■ SUPPLIED INFORMATION ■

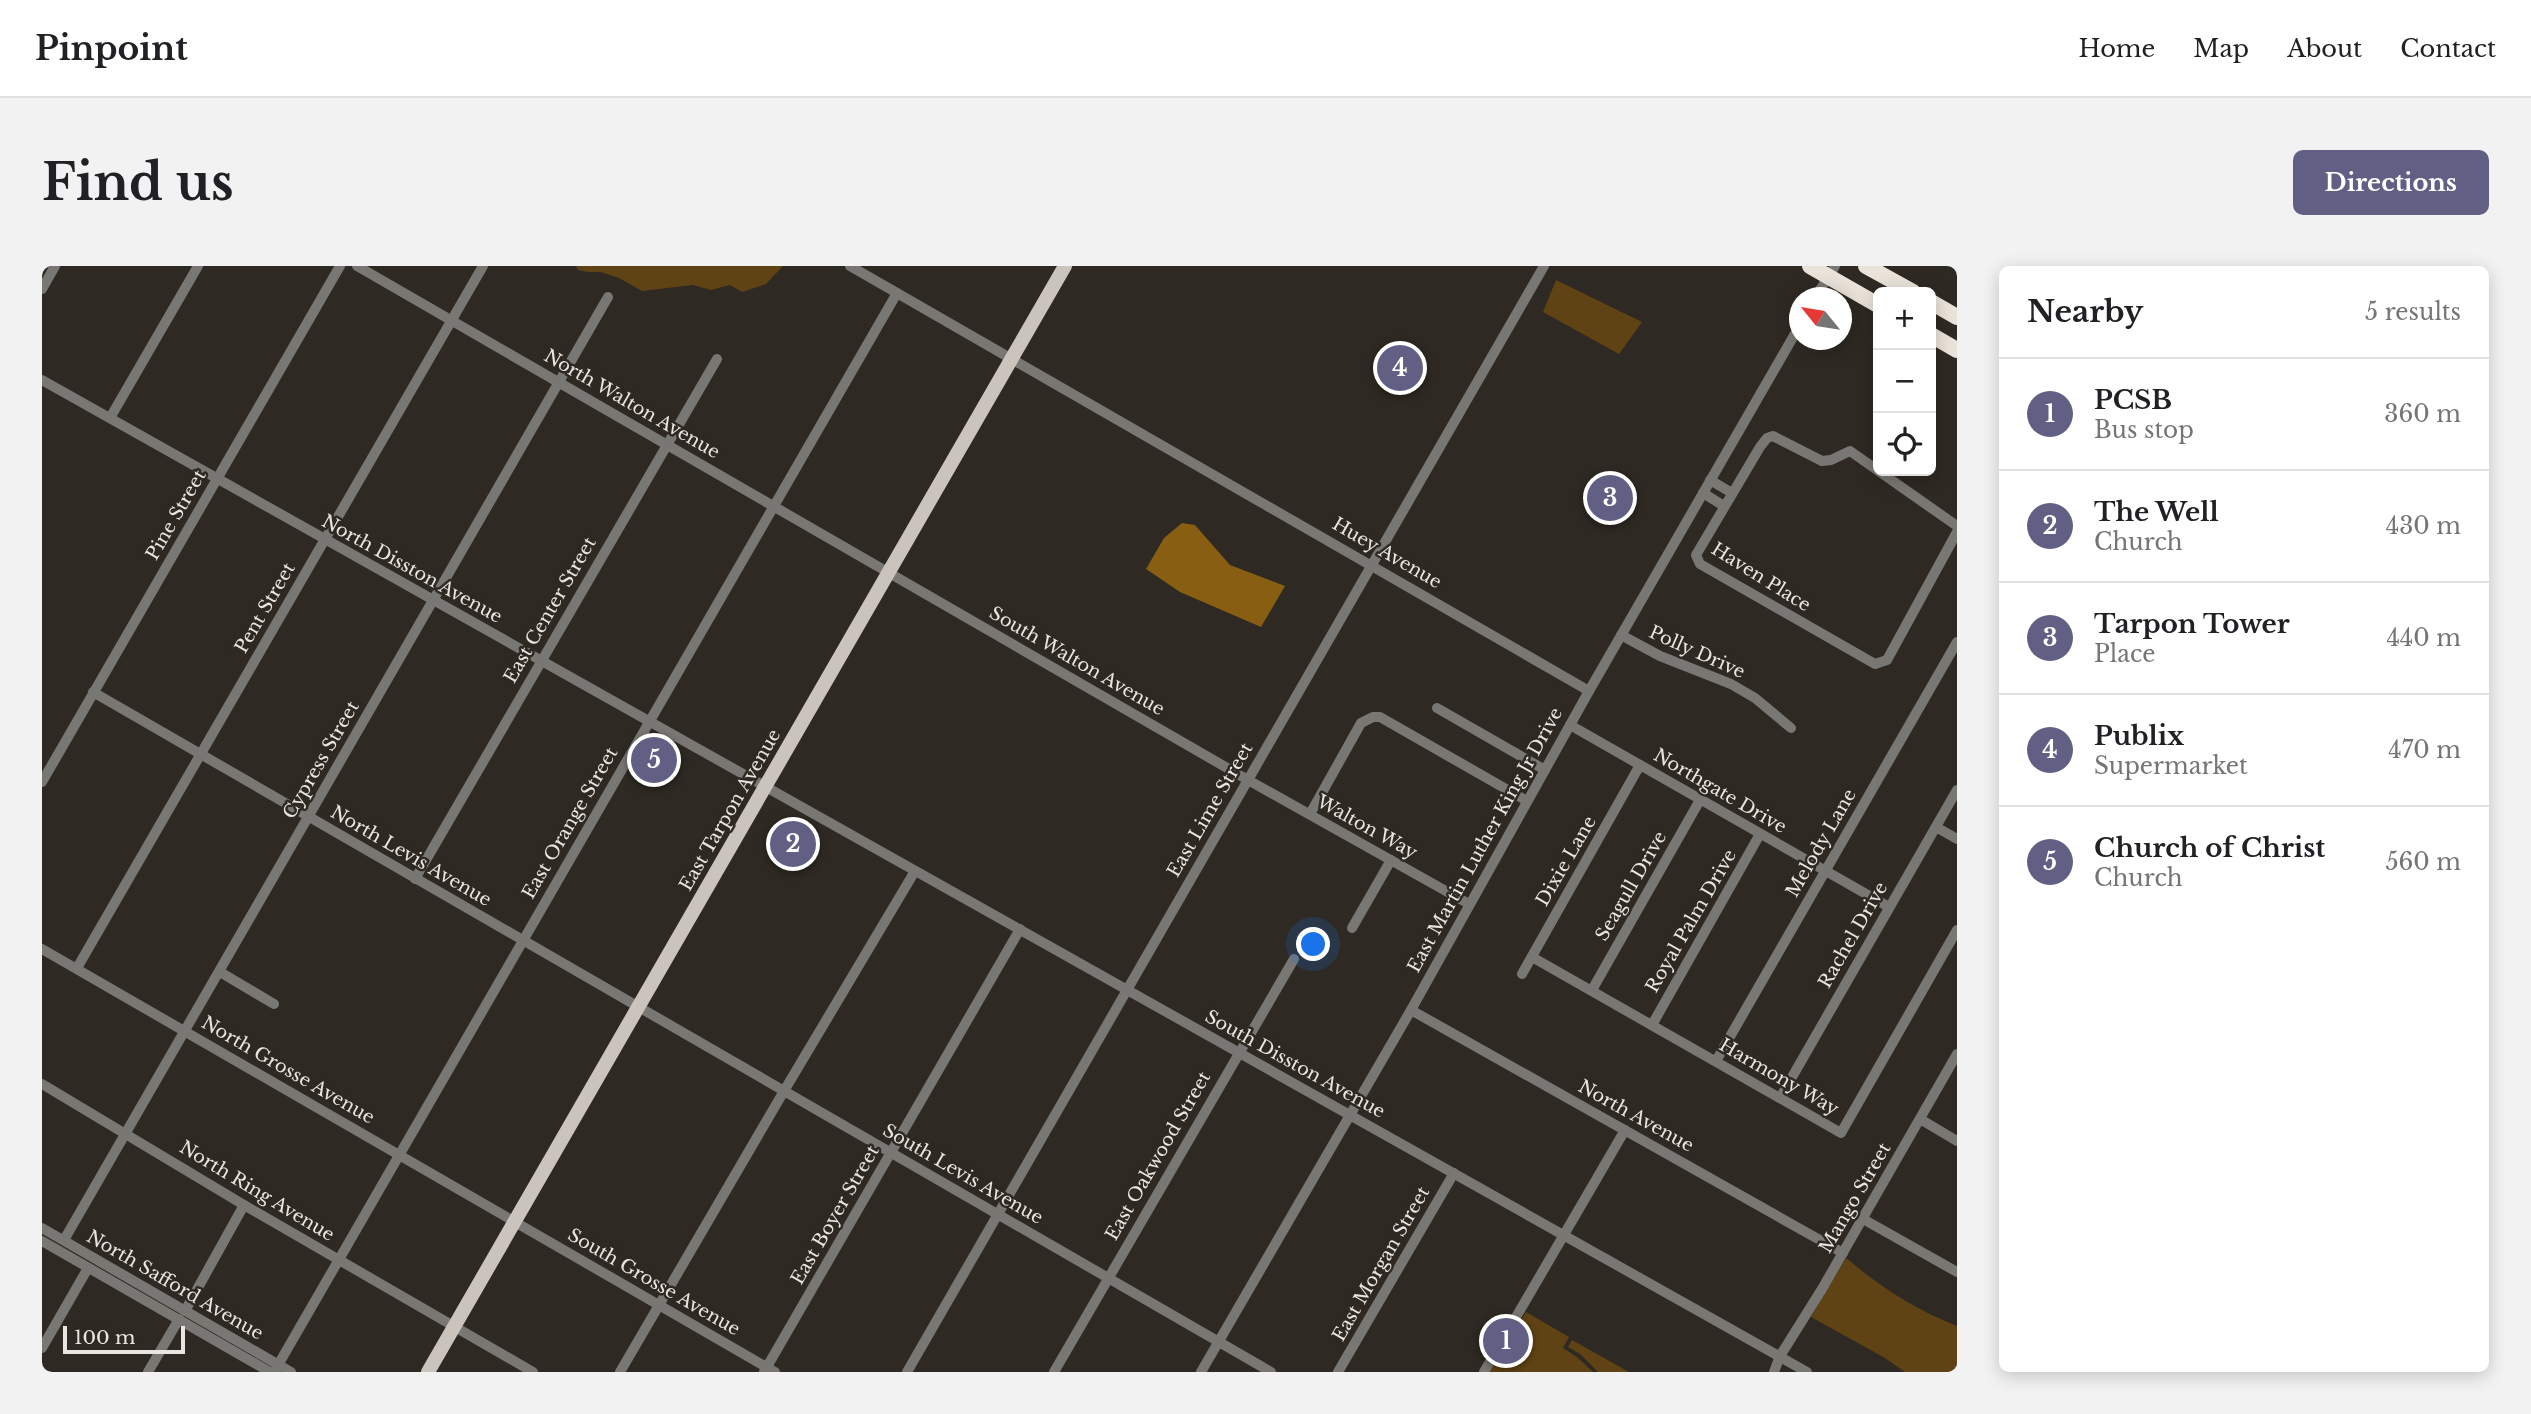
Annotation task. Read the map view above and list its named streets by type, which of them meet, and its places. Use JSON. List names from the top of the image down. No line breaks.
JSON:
{"streets":{"main road":["East Tarpon Avenue"],"street":["North Walton Avenue","Pine Street","Huey Avenue","North Disston Avenue","Haven Place","Pent Street","East Center Street","Polly Drive","South Walton Avenue","Cypress Street","Northgate Drive","East Lime Street","East Orange Street","Walton Way","East Martin Luther King Jr Drive","Melody Lane","North Levis Avenue","Dixie Lane","Seagull Drive","Royal Palm Drive","Rachel Drive","South Disston Avenue","North Grosse Avenue","Harmony Way","North Avenue","East Oakwood Street","South Levis Avenue","North Ring Avenue","Mango Street","East Boyer Street","East Morgan Street","South Grosse Avenue","North Safford Avenue"]},"crossings":[["North Walton Avenue","Pent Street"],["North Walton Avenue","East Center Street"],["North Walton Avenue","South Walton Avenue"],["North Walton Avenue","Cypress Street"],["North Walton Avenue","East Tarpon Avenue"],["North Walton Avenue","East Orange Street"],["Pine Street","North Disston Avenue"],["Pine Street","North Levis Avenue"],["Huey Avenue","East Tarpon Avenue"],["Huey Avenue","East Lime Street"],["Huey Avenue","East Orange Street"],["Huey Avenue","East Martin Luther King Jr Drive"],["North Disston Avenue","Pent Street"],["North Disston Avenue","East Center Street"],["North Disston Avenue","Cypress Street"],["North Disston Avenue","East Tarpon Avenue"],["North Disston Avenue","East Orange Street"],["North Disston Avenue","South Disston Avenue"],["Pent Street","North Levis Avenue"],["Pent Street","North Grosse Avenue"],["East Center Street","North Levis Avenue"],["Polly Drive","East Martin Luther King Jr Drive"],["South Walton Avenue","East Tarpon Avenue"],["South Walton Avenue","East Lime Street"],["South Walton Avenue","Walton Way"],["Cypress Street","North Levis Avenue"],["Cypress Street","North Grosse Avenue"],["Cypress Street","North Ring Avenue"],["Cypress Street","North Safford Avenue"],["Northgate Drive","East Martin Luther King Jr Drive"],["Northgate Drive","Melody Lane"],["Northgate Drive","Dixie Lane"],["Northgate Drive","Seagull Drive"],["Northgate Drive","Royal Palm Drive"],["Northgate Drive","Rachel Drive"],["East Tarpon Avenue","North Levis Avenue"],["East Tarpon Avenue","South Disston Avenue"],["East Tarpon Avenue","North Grosse Avenue"],["East Tarpon Avenue","South Levis Avenue"],["East Tarpon Avenue","North Ring Avenue"],["East Tarpon Avenue","South Grosse Avenue"],["East Lime Street","Walton Way"],["East Lime Street","South Disston Avenue"],["East Lime Street","South Levis Avenue"],["East Orange Street","North Levis Avenue"],["East Orange Street","North Grosse Avenue"],["East Orange Street","North Ring Avenue"],["East Orange Street","North Safford Avenue"],["Walton Way","East Martin Luther King Jr Drive"],["East Martin Luther King Jr Drive","South Disston Avenue"],["East Martin Luther King Jr Drive","North Avenue"],["East Martin Luther King Jr Drive","South Levis Avenue"],["Melody Lane","Harmony Way"],["North Levis Avenue","South Levis Avenue"],["Dixie Lane","Harmony Way"],["Seagull Drive","Harmony Way"],["Royal Palm Drive","Harmony Way"],["Rachel Drive","Harmony Way"],["South Disston Avenue","East Oakwood Street"],["South Disston Avenue","Mango Street"],["South Disston Avenue","East Boyer Street"],["South Disston Avenue","East Morgan Street"],["North Grosse Avenue","South Grosse Avenue"],["North Avenue","Mango Street"],["East Oakwood Street","South Levis Avenue"],["South Levis Avenue","East Boyer Street"],["East Boyer Street","South Grosse Avenue"]],"scale_bar":"100 m","north":"top left","page":{"header":"Pinpoint","nav":["Home","Map","About","Contact"],"buttons":"Directions","title":"Find us","heading":["Nearby","5 results"],"map_buttons":["+","−"],"pins":["4","3","5","2","1"],"list":[{"mark":"1","name":"PCSB","note":"Bus stop","value":"360 m"},{"mark":"2","name":"The Well","note":"Church","value":"430 m"},{"mark":"3","name":"Tarpon Tower","note":"Place","value":"440 m"},{"mark":"4","name":"Publix","note":"Supermarket","value":"470 m"},{"mark":"5","name":"Church of Christ","note":"Church","value":"560 m"}],"scale":"100 m"}}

■ YOUR ASSIGNMENT ■
Without the pictures, give every line above again exactly.

■ RESPONSE BELOW ■
Annotation task. Read the map view above and list its named streets by type, which of them meet, and its places. Use JSON. List names from the top of the image down. No line breaks.
JSON:
{"streets":{"main road":["East Tarpon Avenue"],"street":["North Walton Avenue","Pine Street","Huey Avenue","North Disston Avenue","Haven Place","Pent Street","East Center Street","Polly Drive","South Walton Avenue","Cypress Street","Northgate Drive","East Lime Street","East Orange Street","Walton Way","East Martin Luther King Jr Drive","Melody Lane","North Levis Avenue","Dixie Lane","Seagull Drive","Royal Palm Drive","Rachel Drive","South Disston Avenue","North Grosse Avenue","Harmony Way","North Avenue","East Oakwood Street","South Levis Avenue","North Ring Avenue","Mango Street","East Boyer Street","East Morgan Street","South Grosse Avenue","North Safford Avenue"]},"crossings":[["North Walton Avenue","Pent Street"],["North Walton Avenue","East Center Street"],["North Walton Avenue","South Walton Avenue"],["North Walton Avenue","Cypress Street"],["North Walton Avenue","East Tarpon Avenue"],["North Walton Avenue","East Orange Street"],["Pine Street","North Disston Avenue"],["Pine Street","North Levis Avenue"],["Huey Avenue","East Tarpon Avenue"],["Huey Avenue","East Lime Street"],["Huey Avenue","East Orange Street"],["Huey Avenue","East Martin Luther King Jr Drive"],["North Disston Avenue","Pent Street"],["North Disston Avenue","East Center Street"],["North Disston Avenue","Cypress Street"],["North Disston Avenue","East Tarpon Avenue"],["North Disston Avenue","East Orange Street"],["North Disston Avenue","South Disston Avenue"],["Pent Street","North Levis Avenue"],["Pent Street","North Grosse Avenue"],["East Center Street","North Levis Avenue"],["Polly Drive","East Martin Luther King Jr Drive"],["South Walton Avenue","East Tarpon Avenue"],["South Walton Avenue","East Lime Street"],["South Walton Avenue","Walton Way"],["Cypress Street","North Levis Avenue"],["Cypress Street","North Grosse Avenue"],["Cypress Street","North Ring Avenue"],["Cypress Street","North Safford Avenue"],["Northgate Drive","East Martin Luther King Jr Drive"],["Northgate Drive","Melody Lane"],["Northgate Drive","Dixie Lane"],["Northgate Drive","Seagull Drive"],["Northgate Drive","Royal Palm Drive"],["Northgate Drive","Rachel Drive"],["East Tarpon Avenue","North Levis Avenue"],["East Tarpon Avenue","South Disston Avenue"],["East Tarpon Avenue","North Grosse Avenue"],["East Tarpon Avenue","South Levis Avenue"],["East Tarpon Avenue","North Ring Avenue"],["East Tarpon Avenue","South Grosse Avenue"],["East Lime Street","Walton Way"],["East Lime Street","South Disston Avenue"],["East Lime Street","South Levis Avenue"],["East Orange Street","North Levis Avenue"],["East Orange Street","North Grosse Avenue"],["East Orange Street","North Ring Avenue"],["East Orange Street","North Safford Avenue"],["Walton Way","East Martin Luther King Jr Drive"],["East Martin Luther King Jr Drive","South Disston Avenue"],["East Martin Luther King Jr Drive","North Avenue"],["East Martin Luther King Jr Drive","South Levis Avenue"],["Melody Lane","Harmony Way"],["North Levis Avenue","South Levis Avenue"],["Dixie Lane","Harmony Way"],["Seagull Drive","Harmony Way"],["Royal Palm Drive","Harmony Way"],["Rachel Drive","Harmony Way"],["South Disston Avenue","East Oakwood Street"],["South Disston Avenue","Mango Street"],["South Disston Avenue","East Boyer Street"],["South Disston Avenue","East Morgan Street"],["North Grosse Avenue","South Grosse Avenue"],["North Avenue","Mango Street"],["East Oakwood Street","South Levis Avenue"],["South Levis Avenue","East Boyer Street"],["East Boyer Street","South Grosse Avenue"]],"scale_bar":"100 m","north":"top left","page":{"header":"Pinpoint","nav":["Home","Map","About","Contact"],"buttons":"Directions","title":"Find us","heading":["Nearby","5 results"],"map_buttons":["+","−"],"pins":["4","3","5","2","1"],"list":[{"mark":"1","name":"PCSB","note":"Bus stop","value":"360 m"},{"mark":"2","name":"The Well","note":"Church","value":"430 m"},{"mark":"3","name":"Tarpon Tower","note":"Place","value":"440 m"},{"mark":"4","name":"Publix","note":"Supermarket","value":"470 m"},{"mark":"5","name":"Church of Christ","note":"Church","value":"560 m"}],"scale":"100 m"}}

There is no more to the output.